What to do
Keep only the lines of the material below that contain the word "list". Copy those lines.

Information
___

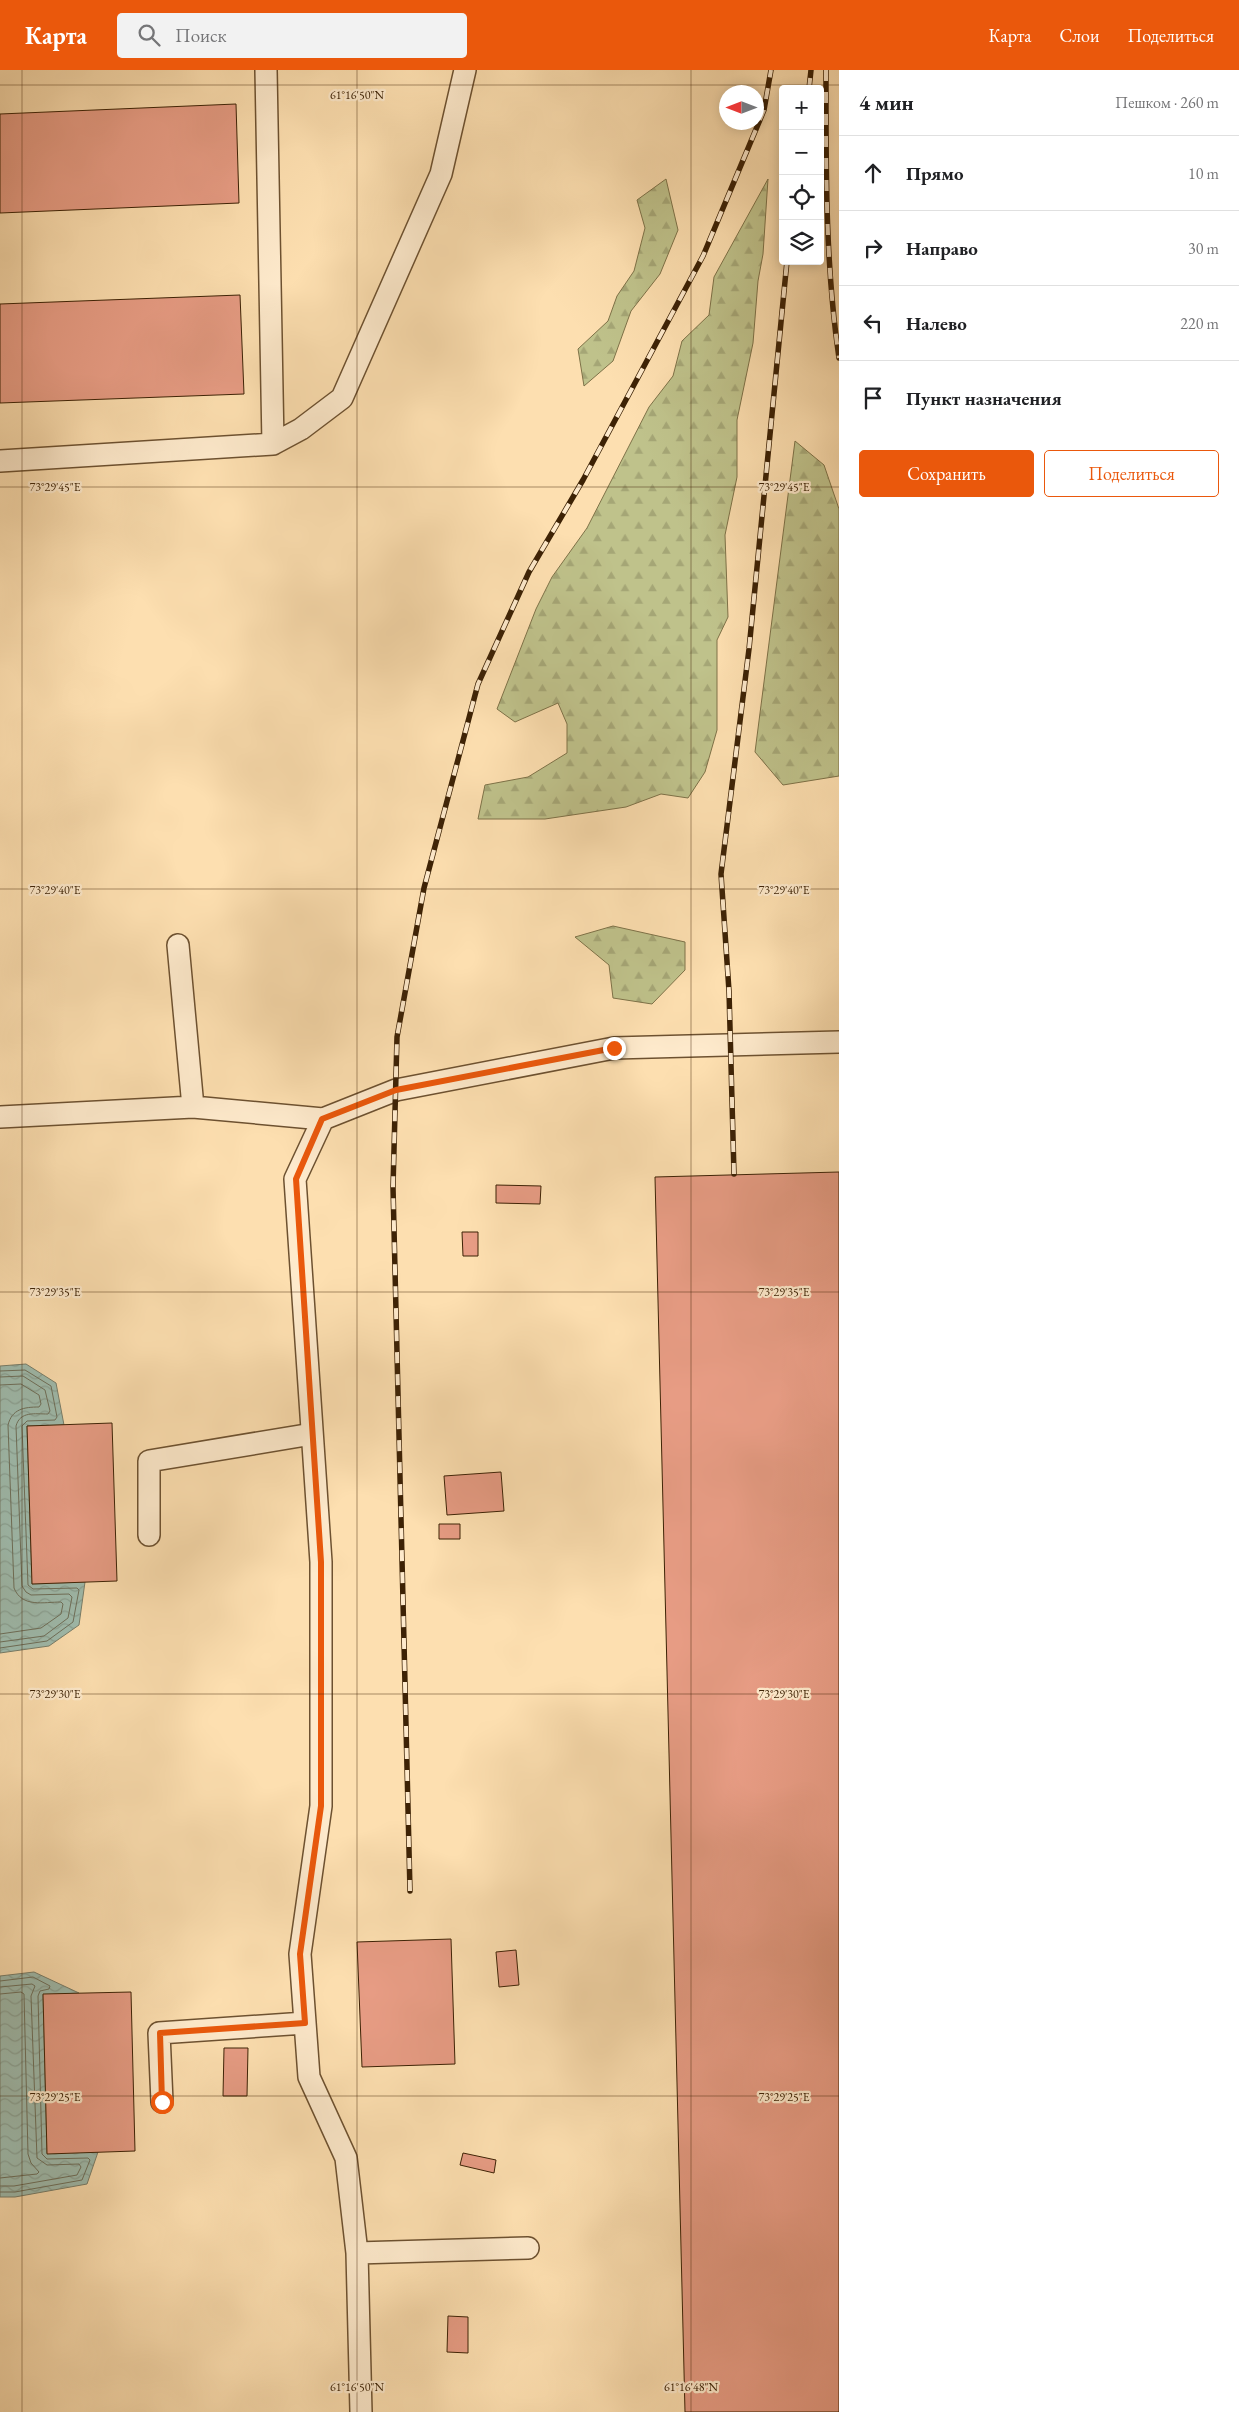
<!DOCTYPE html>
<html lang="ru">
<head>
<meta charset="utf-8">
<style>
  body { margin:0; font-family:"EB Garamond",serif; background:#f2f2f2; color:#202124 }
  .controls { position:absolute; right:15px; top:15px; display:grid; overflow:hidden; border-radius:5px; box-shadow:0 2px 12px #0003 }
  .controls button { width:45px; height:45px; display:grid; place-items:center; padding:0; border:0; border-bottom:1px solid #e0e0e0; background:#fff; color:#202124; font:25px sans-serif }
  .compass { position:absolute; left:719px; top:15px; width:45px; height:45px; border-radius:50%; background:#fff; box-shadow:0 2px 12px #0003; rotate:270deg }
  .stop { position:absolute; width:15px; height:15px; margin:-11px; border:4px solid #ea580c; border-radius:50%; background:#fff }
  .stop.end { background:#ea580c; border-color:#fff; box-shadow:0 1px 5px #0008 }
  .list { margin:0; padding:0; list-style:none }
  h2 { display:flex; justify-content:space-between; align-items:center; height:65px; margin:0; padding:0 20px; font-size:21px }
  h2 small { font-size:16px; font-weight:400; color:#757577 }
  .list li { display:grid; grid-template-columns:32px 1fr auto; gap:15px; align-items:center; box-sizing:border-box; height:75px; padding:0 20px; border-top:1px solid #e0e0e0 }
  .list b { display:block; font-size:19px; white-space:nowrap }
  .list em { font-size:16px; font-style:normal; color:#757577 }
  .actions { display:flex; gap:10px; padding:15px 20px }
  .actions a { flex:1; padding:11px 0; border:1px solid #ea580c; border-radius:5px; text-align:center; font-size:18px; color:#ea580c }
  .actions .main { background:#ea580c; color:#fff }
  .icon { flex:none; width:28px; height:28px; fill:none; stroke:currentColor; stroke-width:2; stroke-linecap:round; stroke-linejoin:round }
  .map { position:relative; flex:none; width:839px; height:2342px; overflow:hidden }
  header { display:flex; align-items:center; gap:30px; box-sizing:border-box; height:70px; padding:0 25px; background:#ea580c; color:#fff }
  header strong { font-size:24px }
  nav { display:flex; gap:28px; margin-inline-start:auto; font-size:18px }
  .search { width:350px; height:45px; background:#f2f2f2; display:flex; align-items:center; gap:12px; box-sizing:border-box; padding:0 18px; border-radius:5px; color:#757577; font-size:19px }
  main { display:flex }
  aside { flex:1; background:#fff }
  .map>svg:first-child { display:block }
  .forest { fill:url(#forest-firs); stroke:#7e7248 }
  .water { fill:url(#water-waves); stroke:#787e6a }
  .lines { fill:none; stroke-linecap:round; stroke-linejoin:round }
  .shore { stroke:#6e6f5a; stroke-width:1 }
  .building { fill:#e79c84; stroke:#3d2205 }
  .service-casing { stroke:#6d5130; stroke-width:24 }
  .service { stroke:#feeacc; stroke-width:21 }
  .rail-casing { stroke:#3d2205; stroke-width:5.5 }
  .rail { stroke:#feeacc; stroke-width:4; stroke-dasharray:11; stroke-linecap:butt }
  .route { stroke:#ea580c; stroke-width:6 }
  .ticks { fill:none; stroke:#3d2205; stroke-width:1; stroke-opacity:0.45 }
  .ticks-label { font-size:12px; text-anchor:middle; fill:#3d2205; stroke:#feeacc; stroke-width:4.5; stroke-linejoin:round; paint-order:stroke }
</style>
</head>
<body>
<header>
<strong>Карта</strong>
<div class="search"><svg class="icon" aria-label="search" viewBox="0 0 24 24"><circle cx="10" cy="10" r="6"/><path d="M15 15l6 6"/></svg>Поиск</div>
<nav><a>Карта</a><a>Слои</a><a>Поделиться</a></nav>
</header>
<main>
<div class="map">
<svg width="839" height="2342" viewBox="0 0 839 2342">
  <defs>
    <pattern id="forest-firs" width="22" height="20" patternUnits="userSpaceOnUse" patternTransform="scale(1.25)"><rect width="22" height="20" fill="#bfc28b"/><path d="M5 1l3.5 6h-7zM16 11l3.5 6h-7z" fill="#a5a676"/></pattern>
    <pattern id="water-waves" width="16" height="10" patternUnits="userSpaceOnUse" patternTransform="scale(1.25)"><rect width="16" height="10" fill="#9fbcae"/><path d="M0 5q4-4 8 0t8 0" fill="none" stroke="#8aa194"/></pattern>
  </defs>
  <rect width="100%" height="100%" fill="#fddfb0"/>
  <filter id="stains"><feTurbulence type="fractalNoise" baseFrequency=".004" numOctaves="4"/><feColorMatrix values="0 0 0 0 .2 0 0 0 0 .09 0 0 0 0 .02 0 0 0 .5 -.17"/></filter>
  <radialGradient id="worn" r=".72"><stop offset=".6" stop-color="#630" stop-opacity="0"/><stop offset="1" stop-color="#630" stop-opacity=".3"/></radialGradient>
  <path class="forest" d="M666,109L678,160L660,204L631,241L613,291L584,316L578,279L608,251L617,226L634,201L645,158L637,130Z
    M768,109L763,184L758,211L753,273L737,350V407L725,465L728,547L717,570V660L705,702L688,728L661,724L626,737L545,749H478L485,715L528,707L567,683V654L558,633L515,652L497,639L536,539L552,507L587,458L649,337L673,306L682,271L709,245L714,207Z
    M795,371L824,395L839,439V706L783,715L755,682Z
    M613,856L685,872V900L652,934L613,928L609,895L575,867Z"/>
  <path class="water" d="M26,1294L56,1313L64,1355L27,1356L32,1514L85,1512L79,1555L49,1576L0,1583V1296Z
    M34,1902L79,1923L43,1925L47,2083L98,2082L87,2114L15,2127H0V1906Z"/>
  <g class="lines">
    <path class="shore" d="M0,1301L25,1300L51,1316L57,1347L55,1350L27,1351L22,1356L28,1515L33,1519L77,1518L79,1520L73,1552L47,1571L0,1578
      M0,1307L23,1306L45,1320L50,1341L48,1344C35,1344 20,1341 16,1356L22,1516L26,1522L31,1525L69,1524L72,1527L68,1548L44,1566L0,1572
      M0,1315L21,1314L39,1325L41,1334L39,1337C24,1337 12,1339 8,1355L14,1518C22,1538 44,1532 61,1532L63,1534L61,1544L41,1558L0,1564
      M0,1911L33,1907L50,1916L49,1919L40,1921L38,1926L42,2084L47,2089L88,2088L90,2090L82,2110L15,2122H0
      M0,1917L32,1914L35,1916L31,1926L37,2088L47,2095L79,2094L81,2097L77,2105L14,2116H0
      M0,1924L21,1922L24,1924L28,2084L31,2093L39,2102L37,2104L0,2108"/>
  </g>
  <path class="building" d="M236,34L239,133L0,143V44Z
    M240,225L244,324L0,333V234Z
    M839,1102V2342H685L655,1107Z
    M496,1115L541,1116L540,1134L496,1133Z
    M462,1162H478V1186H463Z
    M112,1353L117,1511L32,1514L27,1356Z
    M501,1402L504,1441L447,1445L444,1406Z
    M439,1454H460V1469H439Z
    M451,1869L455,1994L362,1997L357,1872Z
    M516,1880L519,1915L499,1917L496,1882Z
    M131,1922L135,2081L47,2084L43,1924Z
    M224,1978H248L247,2026H223Z
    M463,2083L496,2090L494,2103L460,2095Z
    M448,2246L468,2247V2283L447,2282Z"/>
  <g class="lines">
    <defs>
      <path id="service" d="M273,374L301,359L342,328L441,104L465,0
        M0,391L273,374L266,0
        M178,875L193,1037
        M0,1047L193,1037L323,1049
        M149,1465V1391L312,1364
        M162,2032L159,1963L305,1953
        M357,2183L528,2178
        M361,2342L357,2183L346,2088L309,2007L300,1884L321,1736V1492L295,1109L323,1049L396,1020L614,978L839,972"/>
    </defs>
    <use href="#service" class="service-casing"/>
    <use href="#service" class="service"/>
    <defs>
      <path id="rail" d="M826,0C826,96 825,193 839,288
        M809,19L811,0
        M734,1104L729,921L721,804L749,579L787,191
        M410,1821L393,1117L397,967L424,818L478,614L529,502L583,410L703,186L764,40L771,0"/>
    </defs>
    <use href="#rail" class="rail-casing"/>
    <use href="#rail" class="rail"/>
  </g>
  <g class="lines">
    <path class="route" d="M162,2032L160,1963L305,1953L300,1884L321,1736V1492L296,1109L322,1049L396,1020L614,978"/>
  </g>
  <path class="ticks" d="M22,0V2342M357,0V2342M691,0V2342M0,15H839M0,417H839M0,819H839M0,1222H839M0,1624H839M0,2026H839"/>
  <g class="ticks-label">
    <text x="357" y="29">61°16'50"N</text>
    <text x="784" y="421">73°29'45"E</text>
    <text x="55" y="421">73°29'45"E</text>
    <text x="784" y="824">73°29'40"E</text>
    <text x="55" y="824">73°29'40"E</text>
    <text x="784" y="1226">73°29'35"E</text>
    <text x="55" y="1226">73°29'35"E</text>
    <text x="55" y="1628">73°29'30"E</text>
    <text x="784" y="1628">73°29'30"E</text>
    <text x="55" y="2031">73°29'25"E</text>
    <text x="784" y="2031">73°29'25"E</text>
    <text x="357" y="2321">61°16'50"N</text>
    <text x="691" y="2321">61°16'48"N</text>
  </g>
  <rect width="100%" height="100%" filter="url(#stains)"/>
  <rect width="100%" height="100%" fill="url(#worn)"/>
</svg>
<div class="controls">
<button>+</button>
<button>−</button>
<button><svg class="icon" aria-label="locate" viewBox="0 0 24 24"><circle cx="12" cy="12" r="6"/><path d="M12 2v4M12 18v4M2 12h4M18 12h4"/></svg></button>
<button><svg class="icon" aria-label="layers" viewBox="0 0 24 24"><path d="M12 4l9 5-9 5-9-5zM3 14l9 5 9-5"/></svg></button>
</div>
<svg class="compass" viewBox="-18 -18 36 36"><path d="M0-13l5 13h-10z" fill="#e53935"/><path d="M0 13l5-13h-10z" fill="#757577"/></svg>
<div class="stop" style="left:162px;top:2032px"></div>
<div class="stop end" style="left:614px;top:978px"></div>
</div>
<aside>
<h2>4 мин<small>Пешком · 260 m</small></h2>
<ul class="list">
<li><svg class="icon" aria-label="ahead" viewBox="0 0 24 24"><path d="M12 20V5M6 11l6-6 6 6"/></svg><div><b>Прямо</b></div><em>10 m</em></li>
<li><svg class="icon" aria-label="right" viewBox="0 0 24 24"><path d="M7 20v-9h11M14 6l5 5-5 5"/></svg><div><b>Направо</b></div><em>30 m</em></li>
<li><svg class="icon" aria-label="left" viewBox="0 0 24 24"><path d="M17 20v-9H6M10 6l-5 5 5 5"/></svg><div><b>Налево</b></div><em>220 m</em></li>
<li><svg class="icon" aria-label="arrive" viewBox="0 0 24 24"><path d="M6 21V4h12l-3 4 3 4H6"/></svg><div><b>Пункт назначения</b></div></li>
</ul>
<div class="actions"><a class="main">Сохранить</a><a>Поделиться</a></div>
</aside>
</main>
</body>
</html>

___

Output for this task
  .list { margin:0; padding:0; list-style:none }
  .list li { display:grid; grid-template-columns:32px 1fr auto; gap:15px; align-items:center; box-sizing:border-box; height:75px; padding:0 20px; border-top:1px solid #e0e0e0 }
  .list b { display:block; font-size:19px; white-space:nowrap }
  .list em { font-size:16px; font-style:normal; color:#757577 }
<ul class="list">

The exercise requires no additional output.